I think the one of the curses of the fatherless child is to always compare oneself against someone else. For me, I was always searching for a reason why I wasn’t wanted and I was convinced that it had to be all about me —- it couldn’t have been about my mom or my biological father’s own shortcomings, selfishness, or lack of responsibility.
So I began comparing myself with girls who had their very own fathers. They were smarter, sillier, and sweeter than I must of been because their daddies didn’t abandon them. So I’d try to act like them so that I could have my very own daddy one day. And when that didn’t work, I became more and more introverted so that I didn’t have to see what they had that I so desperately needed.
But it wasn’t until I was about 13 years old that I began to compare my body to others. I can remember it clearly. My mom was managing some apartments in Stone Mountain and, after chores, we were allowed to hang out at the pool until she got off of work. There was a girl my age who wore one of those crocheted bikinis and she overflowed out of the top. (If I would have worn one of those tops at the time it would have looked just like it does in the picture – flat!) Not only did she fill out the bikini she was the first girl my age who seemed to flaunt her sexuality.
And I knew then that I didn’t and wouldn’t ever measure up.
I wish I could say that I outgrew that feeling or that I stopped comparing myself to others only to come up lacking almost every time. Truth be told, it became a habit that usually left me feeling quite horrible about myself. A habit that caused me to withdraw from others because I knew that I didn’t measure up to them.
I became so petty in my comparisons that I’d notice much more than their figures – I’d see their matching finger and toe nails and decide that they wouldn’t like me because I was more of an all natural girl. Or, I’d look at their clothes only to decide that we had nothing in common so they wouldn’t like me.
Those surface judgments stole possible friendships.
I’m telling you this because God brought it to my memory during my prayer time the other day. He asked me to look back at that moment in time and see things as they really were. She was simply a little older than me and way ahead of me in her development. I eventually caught up and could fill out that bikini top. But it took years for me to catch up to feeling as comfortable in my own skin as she did prancing around the pool that summer.

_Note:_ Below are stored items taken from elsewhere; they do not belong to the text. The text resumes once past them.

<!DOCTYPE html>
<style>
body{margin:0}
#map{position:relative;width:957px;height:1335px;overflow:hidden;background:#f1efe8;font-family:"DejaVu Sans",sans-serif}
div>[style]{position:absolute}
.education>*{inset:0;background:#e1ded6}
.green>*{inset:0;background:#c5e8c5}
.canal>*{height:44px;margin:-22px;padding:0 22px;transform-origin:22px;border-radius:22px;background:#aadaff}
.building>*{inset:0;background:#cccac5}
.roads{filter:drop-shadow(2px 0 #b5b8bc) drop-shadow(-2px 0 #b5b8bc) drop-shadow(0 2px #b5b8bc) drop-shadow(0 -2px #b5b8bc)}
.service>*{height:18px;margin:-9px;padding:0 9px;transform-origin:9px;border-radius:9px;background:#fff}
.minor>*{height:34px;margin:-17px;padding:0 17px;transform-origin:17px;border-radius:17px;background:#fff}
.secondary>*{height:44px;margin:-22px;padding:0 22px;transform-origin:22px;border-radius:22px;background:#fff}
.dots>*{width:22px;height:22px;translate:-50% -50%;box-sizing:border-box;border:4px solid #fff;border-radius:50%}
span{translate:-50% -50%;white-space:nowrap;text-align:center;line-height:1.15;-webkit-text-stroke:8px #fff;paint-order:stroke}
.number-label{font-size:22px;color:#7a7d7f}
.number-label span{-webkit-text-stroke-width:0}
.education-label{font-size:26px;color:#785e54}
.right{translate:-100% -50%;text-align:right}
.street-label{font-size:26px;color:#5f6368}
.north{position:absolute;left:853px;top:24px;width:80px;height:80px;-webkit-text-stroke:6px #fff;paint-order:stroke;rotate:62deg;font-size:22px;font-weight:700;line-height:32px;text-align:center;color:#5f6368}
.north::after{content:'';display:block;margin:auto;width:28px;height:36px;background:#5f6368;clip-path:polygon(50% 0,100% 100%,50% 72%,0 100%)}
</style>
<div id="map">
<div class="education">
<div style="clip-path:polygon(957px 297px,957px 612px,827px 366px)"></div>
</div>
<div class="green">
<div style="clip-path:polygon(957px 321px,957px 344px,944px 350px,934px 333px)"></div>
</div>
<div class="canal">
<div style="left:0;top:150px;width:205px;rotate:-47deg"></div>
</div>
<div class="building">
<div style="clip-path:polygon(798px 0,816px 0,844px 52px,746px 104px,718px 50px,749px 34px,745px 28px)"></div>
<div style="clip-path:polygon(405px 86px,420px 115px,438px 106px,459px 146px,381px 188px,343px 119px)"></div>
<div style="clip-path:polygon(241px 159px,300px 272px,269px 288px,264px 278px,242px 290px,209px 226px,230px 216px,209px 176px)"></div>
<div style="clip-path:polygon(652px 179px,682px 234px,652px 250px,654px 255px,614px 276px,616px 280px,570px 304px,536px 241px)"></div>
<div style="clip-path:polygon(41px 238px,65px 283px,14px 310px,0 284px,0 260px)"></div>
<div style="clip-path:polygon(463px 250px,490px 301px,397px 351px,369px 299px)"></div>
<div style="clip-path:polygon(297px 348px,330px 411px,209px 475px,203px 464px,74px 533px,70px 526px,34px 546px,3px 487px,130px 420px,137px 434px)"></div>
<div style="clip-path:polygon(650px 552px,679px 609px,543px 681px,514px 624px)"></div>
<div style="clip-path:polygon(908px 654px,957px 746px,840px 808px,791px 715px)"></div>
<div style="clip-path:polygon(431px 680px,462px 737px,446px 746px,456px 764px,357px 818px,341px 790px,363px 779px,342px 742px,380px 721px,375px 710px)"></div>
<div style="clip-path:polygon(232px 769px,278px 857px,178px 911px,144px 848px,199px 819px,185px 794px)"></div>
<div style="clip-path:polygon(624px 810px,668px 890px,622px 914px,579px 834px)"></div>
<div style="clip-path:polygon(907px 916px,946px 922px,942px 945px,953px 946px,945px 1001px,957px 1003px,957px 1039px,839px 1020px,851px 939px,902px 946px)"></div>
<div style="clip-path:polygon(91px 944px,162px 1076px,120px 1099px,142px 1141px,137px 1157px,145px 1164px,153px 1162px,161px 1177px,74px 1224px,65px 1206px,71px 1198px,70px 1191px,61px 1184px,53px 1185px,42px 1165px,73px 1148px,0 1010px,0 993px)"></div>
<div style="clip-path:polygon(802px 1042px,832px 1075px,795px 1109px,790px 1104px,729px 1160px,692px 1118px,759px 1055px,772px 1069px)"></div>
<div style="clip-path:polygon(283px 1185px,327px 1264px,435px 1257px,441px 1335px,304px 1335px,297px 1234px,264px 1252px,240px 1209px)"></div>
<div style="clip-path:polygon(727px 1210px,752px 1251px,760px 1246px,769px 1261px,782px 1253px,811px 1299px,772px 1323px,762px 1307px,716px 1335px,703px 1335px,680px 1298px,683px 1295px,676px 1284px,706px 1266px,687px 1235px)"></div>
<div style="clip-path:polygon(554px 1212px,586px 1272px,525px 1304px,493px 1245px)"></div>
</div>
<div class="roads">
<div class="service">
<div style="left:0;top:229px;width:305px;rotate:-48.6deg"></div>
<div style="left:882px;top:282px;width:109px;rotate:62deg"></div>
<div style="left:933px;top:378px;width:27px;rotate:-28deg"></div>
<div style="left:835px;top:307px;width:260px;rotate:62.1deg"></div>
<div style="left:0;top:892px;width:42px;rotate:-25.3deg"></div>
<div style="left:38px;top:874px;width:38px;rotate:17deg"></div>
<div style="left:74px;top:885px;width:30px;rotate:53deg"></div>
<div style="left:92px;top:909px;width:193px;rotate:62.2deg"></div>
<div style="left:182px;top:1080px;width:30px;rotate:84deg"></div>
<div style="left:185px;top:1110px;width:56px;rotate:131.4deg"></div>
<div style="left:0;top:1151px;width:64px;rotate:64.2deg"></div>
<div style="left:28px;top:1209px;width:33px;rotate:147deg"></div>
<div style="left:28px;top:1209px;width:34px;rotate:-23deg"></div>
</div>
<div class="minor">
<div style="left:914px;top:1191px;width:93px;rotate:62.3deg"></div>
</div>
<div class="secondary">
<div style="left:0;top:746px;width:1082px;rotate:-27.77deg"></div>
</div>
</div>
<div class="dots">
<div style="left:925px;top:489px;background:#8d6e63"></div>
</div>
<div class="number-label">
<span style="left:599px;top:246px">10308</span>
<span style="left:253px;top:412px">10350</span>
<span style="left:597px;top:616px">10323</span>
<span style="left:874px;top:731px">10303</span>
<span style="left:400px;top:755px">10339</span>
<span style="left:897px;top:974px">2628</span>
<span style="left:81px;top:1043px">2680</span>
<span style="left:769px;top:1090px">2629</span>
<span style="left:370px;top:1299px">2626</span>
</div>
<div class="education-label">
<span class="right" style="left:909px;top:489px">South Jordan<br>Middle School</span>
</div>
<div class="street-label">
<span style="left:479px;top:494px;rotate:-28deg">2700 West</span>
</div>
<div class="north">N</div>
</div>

God then lead me through praying for forgiveness….. Forgiving myself for those horrible comparisons that I made and forgiving him for always being so critical of his creation. He reminded me that the Word tells me that I am fearfully and wonderfully made and that I am created in his image, according to his likeness.
If, like me, you often compare yourself to others then maybe it’s time for you to ask God to show you the root of where those comparisons began so that you can dig up that nasty vine and plant seeds of forgiveness and acceptance. And, together, we will break this horrible habit that leaves us feeling so insecure that we allow surface judgments to steal possible friendships.